One possible recommendation of the commision’s report could be that draft registration should be abolished. Or instead, it could recommend that it continue and that women be registered. However, if they are, unless an actual draft occurs, such registration is mainly symbolic in terms of military service. But in the event of the institution of a meaningful draft and not just a registration, would women be forced involuntarily into combat, as men used to be? At present the military is all-volunteer, and has been for some time. But I am old enough to remember very very well a era when that was not the case.

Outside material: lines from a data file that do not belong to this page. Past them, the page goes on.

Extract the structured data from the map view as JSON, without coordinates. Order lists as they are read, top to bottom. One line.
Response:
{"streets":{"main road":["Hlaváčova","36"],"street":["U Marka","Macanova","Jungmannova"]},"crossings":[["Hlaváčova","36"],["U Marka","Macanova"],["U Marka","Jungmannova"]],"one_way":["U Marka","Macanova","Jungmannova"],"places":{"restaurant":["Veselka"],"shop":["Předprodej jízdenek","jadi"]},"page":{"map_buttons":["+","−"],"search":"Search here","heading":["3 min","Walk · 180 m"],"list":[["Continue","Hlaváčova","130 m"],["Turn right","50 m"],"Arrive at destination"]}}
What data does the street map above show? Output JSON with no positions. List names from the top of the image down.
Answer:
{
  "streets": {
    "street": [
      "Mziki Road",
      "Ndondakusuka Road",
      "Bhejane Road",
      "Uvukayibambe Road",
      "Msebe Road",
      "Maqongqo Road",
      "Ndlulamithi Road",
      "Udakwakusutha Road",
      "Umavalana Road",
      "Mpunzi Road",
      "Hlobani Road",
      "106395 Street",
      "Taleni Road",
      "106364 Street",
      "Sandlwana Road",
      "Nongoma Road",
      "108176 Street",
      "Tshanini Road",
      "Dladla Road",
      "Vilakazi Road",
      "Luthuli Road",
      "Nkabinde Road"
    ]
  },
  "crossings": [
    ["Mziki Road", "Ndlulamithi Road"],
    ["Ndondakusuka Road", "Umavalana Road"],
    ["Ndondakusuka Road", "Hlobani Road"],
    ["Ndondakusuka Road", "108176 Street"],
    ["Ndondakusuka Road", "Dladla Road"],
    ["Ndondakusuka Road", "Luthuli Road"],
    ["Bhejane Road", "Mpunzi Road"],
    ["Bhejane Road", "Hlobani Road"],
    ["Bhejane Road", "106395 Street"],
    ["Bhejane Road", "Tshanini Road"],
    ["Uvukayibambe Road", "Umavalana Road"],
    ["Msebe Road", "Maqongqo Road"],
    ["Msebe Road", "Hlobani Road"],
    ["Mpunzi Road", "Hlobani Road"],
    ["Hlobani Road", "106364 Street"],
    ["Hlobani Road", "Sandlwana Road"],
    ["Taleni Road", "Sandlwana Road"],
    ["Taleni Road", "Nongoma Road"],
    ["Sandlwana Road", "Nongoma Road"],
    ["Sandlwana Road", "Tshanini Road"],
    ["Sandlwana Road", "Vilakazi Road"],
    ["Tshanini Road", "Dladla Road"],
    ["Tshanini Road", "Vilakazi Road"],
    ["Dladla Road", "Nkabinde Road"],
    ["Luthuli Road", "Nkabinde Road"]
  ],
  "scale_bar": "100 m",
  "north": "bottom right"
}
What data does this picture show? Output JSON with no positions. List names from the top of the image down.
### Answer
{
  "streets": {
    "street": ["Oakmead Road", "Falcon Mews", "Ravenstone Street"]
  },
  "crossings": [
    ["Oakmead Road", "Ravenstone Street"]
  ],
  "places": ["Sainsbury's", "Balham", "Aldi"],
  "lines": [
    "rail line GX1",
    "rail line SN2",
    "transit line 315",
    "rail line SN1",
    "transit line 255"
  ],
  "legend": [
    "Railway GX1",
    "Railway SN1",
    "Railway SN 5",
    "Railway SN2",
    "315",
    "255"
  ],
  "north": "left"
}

Of course, there are also countries that draft women and have them actually serve. The IDF (Israeli military) is a well-known instance. The history of women serving there is long and involved, and more than I’m willing to tackle in this post, but here’s a summary:

Apart from the 1948 Arab-Israeli War, when manpower shortages saw many Palmach and IDF women taking active part in land battles, women were historically barred from battle in the IDF, serving in a variety of technical and administrative support roles. Soon after the establishment of the IDF, the removal of all women from front-line positions was decreed. Decisive for this decision was the very real possibility of falling into enemy hands as prisoners of war. It was fair and equitable to demand from women equal sacrifice and risk, it was argued, but the risk for women prisoners of rape and sexual molestation was infinitely greater than the same risk for men…

In 2000, the Equality amendment to the Military Service law stated that “The right of women to serve in any role in the IDF is equal to the right of men.” The amendment that female lawmakers had drafted granted equal opportunities to women found physically and personally suitable for a job. The question of who and what was “suitable” was left to the discretion of military leaders on a case-by-case basis. Women did start to enter combat support and light combat roles in a few areas, including the Artillery Corps, infantry units and armored divisions…Many women would also join the Border Police.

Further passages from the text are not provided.